Liquid Blood And Urine Discovered Inside Ancient 42,000-Year-Old Foal

Scientists from Russia have discovered liquid blood and urine inside the frozen carcass of a foal lived 42,000 years ago in Siberia's Verkhoyansk region.
The researchers extracted the body fluids from the animal during an autopsy and examined in the expectation of cloning the extinct species, claimed Semyon Grigoriev, director of the Mammoth Museum at Northeastern Federal University (NEFU) in Yakutsk.

Source: CNN

The prehistoric foal, fixed in the permafrost of the colossal Batagaika crater, was found by mammoth tusk hunters in 2018. Grigoriev said that the creature seemed to have been just 2 weeks old when it died, possibly from drowning in mud which later became part of the permafrost.
“An autopsy showed the foal carcass was extremely well-preserved, the body even without deformation,” he added. “The hair cover also preserved most parts of the carcass, especially at the head and legs.

Source: CNN

Grigoriev also claimed that it’s unusual of animal’s fur to be well-preserved like this case, before continuing, “Now we can say what color was the wool of the extinct horses of the Pleistocene era.”
But there is one thing more unusual: the find of liquid blood and urine. Grigoriev said he was aware of only one other case where experts discovered liquid blood inside an animal from the Pleistocene epoch, lasting from about 2.6 million years ago to nearly 11,700 years ago.

Source: CNN

The liquid blood was from the frozen carcass of an adult mammoth found by the team led by Grigoriev back in 2013, at Little Lyakhovsky Island off the northeast coast of Russia.
“As a rule, the blood coagulates or even turns to powder in the ancient remains of animals of the ice age, even if the carcass is preserved seems to be well,” Grigoriev explained.

Source: CNN

“This is due to mummification when moisture and other biological fluids gradually evaporate over thousands of years, even if the remains are in the permafrost.
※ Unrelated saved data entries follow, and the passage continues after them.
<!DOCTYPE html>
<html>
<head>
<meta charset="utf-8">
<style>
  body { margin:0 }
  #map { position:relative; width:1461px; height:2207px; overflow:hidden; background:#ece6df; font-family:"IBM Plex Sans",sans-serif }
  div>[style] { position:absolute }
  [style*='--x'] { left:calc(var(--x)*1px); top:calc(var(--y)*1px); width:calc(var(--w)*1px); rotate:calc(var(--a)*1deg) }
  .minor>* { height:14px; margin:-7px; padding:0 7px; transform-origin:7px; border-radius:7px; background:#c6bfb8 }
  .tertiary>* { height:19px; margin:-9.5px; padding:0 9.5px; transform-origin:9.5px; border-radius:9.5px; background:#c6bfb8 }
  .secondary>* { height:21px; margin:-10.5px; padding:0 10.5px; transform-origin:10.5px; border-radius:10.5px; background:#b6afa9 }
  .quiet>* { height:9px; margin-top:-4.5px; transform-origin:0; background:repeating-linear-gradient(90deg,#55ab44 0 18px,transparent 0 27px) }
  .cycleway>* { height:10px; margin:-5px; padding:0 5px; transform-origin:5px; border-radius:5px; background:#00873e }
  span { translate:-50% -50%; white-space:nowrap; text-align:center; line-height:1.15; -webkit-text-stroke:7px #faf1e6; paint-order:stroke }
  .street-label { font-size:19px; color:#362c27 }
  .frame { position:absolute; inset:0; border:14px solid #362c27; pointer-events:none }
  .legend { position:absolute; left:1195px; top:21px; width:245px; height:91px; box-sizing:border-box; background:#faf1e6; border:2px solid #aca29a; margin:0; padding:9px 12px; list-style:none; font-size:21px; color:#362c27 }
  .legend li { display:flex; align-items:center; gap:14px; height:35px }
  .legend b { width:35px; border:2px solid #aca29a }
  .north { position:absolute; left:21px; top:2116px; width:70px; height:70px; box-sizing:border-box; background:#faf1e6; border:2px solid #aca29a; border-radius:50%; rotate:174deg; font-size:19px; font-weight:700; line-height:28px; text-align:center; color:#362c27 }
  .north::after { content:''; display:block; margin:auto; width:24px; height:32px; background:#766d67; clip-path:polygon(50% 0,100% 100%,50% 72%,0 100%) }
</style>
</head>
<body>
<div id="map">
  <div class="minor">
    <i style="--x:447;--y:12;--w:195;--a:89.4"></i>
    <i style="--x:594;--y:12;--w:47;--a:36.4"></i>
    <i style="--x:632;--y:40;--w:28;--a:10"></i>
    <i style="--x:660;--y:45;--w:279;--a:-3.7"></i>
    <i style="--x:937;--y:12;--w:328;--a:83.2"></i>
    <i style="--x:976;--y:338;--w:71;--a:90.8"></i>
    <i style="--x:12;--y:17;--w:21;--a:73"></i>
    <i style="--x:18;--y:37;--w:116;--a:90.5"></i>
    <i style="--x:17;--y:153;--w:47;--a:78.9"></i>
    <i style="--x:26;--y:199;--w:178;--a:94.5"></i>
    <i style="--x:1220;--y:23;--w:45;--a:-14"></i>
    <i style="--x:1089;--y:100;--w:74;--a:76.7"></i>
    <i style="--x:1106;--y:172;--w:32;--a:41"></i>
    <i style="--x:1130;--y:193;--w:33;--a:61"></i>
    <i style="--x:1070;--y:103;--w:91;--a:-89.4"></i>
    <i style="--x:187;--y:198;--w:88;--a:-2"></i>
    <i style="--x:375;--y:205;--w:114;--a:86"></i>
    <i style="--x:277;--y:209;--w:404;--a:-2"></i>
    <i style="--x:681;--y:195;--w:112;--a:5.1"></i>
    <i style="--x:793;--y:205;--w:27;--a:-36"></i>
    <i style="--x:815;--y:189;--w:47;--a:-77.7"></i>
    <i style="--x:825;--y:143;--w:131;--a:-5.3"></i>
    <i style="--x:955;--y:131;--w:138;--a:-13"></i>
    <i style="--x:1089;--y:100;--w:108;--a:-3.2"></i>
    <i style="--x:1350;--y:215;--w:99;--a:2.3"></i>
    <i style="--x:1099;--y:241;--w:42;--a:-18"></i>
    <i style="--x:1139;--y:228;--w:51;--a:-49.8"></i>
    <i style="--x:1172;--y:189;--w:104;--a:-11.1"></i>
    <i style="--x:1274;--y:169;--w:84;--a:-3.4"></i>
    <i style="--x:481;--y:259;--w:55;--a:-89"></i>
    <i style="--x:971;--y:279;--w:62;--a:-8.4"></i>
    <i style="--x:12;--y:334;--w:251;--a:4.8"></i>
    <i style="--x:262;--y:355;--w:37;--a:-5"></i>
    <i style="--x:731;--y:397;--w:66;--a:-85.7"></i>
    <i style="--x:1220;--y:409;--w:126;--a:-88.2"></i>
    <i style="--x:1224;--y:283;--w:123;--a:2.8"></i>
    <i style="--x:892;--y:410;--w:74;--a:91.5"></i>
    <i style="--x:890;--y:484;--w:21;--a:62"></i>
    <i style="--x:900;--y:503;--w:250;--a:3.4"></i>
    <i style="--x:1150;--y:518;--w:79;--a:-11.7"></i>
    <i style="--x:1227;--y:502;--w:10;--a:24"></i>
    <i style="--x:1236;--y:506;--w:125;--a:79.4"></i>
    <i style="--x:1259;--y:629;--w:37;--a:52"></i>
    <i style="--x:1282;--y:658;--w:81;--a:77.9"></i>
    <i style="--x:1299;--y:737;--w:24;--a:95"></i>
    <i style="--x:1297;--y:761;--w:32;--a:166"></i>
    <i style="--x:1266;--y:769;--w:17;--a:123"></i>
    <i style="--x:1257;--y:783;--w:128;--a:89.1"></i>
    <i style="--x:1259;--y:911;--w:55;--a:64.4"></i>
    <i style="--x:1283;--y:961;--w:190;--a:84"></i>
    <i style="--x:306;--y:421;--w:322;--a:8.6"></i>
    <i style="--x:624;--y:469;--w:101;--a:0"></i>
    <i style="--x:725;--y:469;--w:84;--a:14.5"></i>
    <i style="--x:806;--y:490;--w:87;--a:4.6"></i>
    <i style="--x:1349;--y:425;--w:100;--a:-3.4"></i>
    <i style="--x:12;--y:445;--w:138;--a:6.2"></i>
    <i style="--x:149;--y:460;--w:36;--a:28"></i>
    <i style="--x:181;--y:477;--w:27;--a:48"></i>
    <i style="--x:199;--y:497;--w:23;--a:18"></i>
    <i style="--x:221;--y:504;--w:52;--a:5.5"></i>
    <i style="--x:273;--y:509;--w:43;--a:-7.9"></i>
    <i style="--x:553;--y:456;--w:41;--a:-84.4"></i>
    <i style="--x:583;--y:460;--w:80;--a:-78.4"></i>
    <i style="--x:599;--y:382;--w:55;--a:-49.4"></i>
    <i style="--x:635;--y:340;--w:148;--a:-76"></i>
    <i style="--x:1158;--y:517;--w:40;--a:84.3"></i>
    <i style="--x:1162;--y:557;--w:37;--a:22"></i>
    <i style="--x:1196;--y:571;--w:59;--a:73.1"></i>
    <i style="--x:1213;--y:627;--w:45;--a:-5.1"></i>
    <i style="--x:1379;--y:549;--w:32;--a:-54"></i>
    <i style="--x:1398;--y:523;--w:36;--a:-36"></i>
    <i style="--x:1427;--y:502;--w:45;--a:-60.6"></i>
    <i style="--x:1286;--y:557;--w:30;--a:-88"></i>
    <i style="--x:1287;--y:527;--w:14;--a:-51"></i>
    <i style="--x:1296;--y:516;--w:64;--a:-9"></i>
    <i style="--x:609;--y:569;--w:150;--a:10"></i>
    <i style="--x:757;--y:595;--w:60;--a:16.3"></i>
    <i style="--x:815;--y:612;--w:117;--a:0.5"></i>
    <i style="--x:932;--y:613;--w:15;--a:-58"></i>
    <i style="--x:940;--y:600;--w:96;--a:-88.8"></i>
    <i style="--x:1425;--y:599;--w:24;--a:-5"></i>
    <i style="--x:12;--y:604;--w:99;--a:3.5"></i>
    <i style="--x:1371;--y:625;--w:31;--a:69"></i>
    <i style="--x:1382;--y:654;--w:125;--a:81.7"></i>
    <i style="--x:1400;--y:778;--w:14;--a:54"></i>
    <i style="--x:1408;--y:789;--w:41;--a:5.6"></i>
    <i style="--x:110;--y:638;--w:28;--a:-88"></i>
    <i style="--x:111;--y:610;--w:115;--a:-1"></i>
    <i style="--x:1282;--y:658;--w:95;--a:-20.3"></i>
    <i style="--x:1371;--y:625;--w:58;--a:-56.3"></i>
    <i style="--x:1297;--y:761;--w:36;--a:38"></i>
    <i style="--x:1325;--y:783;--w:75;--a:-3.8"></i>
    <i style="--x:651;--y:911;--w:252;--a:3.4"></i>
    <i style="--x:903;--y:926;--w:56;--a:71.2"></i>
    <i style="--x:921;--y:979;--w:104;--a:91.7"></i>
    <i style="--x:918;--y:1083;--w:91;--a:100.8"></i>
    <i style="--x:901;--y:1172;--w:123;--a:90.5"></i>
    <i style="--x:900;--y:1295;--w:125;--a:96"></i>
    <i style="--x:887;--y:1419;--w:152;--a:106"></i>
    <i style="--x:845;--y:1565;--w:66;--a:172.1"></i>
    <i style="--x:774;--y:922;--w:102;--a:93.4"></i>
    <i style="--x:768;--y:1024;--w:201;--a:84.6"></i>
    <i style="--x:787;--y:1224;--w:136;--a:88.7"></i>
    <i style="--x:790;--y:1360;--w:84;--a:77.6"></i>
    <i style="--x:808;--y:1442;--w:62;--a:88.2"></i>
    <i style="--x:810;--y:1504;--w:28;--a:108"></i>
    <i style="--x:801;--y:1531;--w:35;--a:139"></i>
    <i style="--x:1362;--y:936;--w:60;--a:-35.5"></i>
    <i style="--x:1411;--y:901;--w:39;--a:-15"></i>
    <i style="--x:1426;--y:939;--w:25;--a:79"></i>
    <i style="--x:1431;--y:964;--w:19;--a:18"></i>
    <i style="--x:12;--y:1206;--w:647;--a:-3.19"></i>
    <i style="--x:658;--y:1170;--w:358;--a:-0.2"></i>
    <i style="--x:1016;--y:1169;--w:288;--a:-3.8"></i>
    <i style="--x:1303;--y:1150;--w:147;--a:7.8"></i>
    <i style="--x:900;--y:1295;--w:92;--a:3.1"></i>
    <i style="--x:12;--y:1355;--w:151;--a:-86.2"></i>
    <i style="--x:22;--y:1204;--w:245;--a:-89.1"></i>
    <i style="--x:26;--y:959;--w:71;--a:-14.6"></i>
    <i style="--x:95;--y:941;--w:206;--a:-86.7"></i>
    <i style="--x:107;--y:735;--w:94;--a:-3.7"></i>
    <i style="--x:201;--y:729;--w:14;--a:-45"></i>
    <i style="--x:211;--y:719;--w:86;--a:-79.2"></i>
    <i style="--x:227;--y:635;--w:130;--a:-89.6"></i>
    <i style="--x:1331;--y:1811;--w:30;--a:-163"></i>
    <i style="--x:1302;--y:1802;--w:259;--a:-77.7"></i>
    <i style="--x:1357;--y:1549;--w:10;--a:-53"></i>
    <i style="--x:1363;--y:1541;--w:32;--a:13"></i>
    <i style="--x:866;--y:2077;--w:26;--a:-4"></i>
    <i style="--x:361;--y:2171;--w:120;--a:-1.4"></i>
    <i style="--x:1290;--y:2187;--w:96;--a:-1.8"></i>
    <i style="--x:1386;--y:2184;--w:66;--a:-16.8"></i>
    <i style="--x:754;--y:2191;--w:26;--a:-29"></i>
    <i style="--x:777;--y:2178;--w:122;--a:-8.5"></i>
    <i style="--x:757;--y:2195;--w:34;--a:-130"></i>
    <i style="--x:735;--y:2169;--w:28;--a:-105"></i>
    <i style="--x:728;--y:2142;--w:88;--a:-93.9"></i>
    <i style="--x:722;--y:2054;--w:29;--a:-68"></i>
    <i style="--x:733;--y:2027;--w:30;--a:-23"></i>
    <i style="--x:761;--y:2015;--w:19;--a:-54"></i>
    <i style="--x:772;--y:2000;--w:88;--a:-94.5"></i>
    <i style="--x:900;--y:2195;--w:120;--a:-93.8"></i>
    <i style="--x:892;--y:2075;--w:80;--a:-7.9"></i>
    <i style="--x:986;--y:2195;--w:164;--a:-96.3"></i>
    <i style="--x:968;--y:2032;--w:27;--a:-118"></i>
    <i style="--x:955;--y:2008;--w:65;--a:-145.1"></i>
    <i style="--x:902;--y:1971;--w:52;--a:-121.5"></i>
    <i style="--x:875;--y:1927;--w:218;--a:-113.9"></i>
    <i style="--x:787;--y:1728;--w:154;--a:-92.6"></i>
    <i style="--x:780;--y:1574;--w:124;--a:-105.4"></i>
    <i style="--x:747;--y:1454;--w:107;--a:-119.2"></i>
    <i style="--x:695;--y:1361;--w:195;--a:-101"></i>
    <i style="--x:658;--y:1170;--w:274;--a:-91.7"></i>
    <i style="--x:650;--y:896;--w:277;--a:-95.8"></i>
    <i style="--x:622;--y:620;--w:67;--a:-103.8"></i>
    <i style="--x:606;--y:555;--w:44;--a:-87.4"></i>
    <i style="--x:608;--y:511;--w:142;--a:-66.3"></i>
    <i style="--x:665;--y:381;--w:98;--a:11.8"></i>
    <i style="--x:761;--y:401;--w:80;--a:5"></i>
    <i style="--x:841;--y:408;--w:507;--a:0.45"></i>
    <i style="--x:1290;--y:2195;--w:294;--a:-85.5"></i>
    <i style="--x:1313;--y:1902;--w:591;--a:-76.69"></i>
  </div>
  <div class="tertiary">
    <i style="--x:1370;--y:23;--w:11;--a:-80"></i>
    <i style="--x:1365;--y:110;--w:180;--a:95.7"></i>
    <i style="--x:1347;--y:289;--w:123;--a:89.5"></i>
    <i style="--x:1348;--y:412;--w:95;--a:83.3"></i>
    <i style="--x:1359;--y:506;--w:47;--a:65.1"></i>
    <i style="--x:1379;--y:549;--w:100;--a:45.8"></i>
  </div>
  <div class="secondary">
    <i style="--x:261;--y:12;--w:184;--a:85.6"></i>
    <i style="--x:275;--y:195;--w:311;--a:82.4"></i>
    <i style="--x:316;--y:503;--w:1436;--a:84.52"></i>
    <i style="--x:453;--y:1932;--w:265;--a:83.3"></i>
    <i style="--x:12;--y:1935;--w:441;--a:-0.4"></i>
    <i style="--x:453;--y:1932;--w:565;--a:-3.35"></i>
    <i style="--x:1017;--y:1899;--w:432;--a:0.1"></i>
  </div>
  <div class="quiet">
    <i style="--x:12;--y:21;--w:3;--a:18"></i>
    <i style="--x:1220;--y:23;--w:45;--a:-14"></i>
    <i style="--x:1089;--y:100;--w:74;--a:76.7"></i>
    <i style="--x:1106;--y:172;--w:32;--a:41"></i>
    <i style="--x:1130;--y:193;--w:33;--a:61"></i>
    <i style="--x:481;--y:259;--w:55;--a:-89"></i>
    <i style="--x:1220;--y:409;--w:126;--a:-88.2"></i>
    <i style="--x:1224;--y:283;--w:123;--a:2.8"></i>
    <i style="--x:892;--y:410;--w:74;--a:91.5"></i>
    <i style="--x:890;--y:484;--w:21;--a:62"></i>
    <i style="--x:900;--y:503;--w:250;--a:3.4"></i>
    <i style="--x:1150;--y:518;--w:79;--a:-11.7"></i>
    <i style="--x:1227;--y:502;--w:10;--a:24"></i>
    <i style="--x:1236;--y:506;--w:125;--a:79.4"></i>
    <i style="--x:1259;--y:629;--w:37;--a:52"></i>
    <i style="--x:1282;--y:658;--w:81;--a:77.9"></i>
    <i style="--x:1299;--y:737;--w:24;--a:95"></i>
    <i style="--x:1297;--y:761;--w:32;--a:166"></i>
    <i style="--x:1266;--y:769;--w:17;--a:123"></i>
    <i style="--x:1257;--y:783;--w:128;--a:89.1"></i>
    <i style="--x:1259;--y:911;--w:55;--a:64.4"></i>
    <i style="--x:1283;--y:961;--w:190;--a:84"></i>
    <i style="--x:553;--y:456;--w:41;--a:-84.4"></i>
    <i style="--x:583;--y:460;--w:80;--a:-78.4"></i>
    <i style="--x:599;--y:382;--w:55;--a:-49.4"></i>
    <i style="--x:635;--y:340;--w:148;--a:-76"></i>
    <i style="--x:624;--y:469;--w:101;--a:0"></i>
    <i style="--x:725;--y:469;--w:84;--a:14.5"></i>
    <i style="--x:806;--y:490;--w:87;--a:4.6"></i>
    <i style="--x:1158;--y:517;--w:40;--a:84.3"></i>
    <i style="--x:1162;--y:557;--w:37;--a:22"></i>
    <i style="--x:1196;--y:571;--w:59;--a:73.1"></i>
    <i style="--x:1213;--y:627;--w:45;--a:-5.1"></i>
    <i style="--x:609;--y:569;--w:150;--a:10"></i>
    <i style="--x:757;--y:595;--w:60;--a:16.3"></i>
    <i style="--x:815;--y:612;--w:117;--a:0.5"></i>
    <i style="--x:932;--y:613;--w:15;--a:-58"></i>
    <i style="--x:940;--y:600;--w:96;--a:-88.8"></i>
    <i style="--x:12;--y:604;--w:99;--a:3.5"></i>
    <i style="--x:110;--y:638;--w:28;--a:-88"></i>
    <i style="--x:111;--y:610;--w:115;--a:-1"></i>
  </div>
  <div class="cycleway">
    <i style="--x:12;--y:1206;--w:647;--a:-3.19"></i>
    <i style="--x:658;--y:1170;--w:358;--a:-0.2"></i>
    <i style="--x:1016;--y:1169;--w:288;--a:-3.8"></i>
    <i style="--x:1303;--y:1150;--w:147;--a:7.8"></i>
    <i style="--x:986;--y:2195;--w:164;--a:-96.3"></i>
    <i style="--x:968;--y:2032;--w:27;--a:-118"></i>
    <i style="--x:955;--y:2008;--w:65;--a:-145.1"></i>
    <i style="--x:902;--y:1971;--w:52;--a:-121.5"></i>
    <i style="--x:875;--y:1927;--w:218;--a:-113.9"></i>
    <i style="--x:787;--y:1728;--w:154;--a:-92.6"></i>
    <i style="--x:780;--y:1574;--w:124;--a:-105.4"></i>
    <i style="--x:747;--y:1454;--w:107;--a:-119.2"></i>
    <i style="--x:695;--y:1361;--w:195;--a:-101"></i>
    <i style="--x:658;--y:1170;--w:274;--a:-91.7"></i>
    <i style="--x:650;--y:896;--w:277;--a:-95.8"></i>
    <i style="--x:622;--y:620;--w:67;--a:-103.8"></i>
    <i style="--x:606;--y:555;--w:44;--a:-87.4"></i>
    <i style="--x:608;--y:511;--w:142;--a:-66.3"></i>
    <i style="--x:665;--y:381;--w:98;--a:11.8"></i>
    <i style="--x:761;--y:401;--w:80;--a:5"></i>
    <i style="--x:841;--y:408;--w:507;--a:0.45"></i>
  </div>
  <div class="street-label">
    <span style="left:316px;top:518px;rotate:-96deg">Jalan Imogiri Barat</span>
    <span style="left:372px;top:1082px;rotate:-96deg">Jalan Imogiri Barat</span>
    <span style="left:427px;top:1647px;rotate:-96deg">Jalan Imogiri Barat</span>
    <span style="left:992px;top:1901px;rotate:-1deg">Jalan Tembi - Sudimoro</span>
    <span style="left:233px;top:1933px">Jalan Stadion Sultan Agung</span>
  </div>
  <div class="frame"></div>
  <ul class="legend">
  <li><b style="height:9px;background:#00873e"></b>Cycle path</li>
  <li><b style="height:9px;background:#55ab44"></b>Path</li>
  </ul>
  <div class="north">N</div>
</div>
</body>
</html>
The remains are preserved best if they are in the ice, as it was with our mammoth,” he continued.
Grigoriev said NEFU specialists were working with experts from the controversial South Korean Sooam Biotech Research Foundation in an attempt to cultivate the foal's cells for cloning, though he was not quite positive about their chances.

Source: CNN

Sooam is led by scientist Hwang Woo-suk, who claimed in 2004 that he had successfully cloned human embryonic stem cells before admitting he had faked his findings.
"I think that even the unique preservation [of] blood is absolutely hopeless for cloning purposes since the main blood cells -- the red blood cells or erythrocytes -- do not have nuclei with DNA," Grigoriev said. "We [are] trying to find intact cells in muscle tissue and internal organs that are also very well-preserved."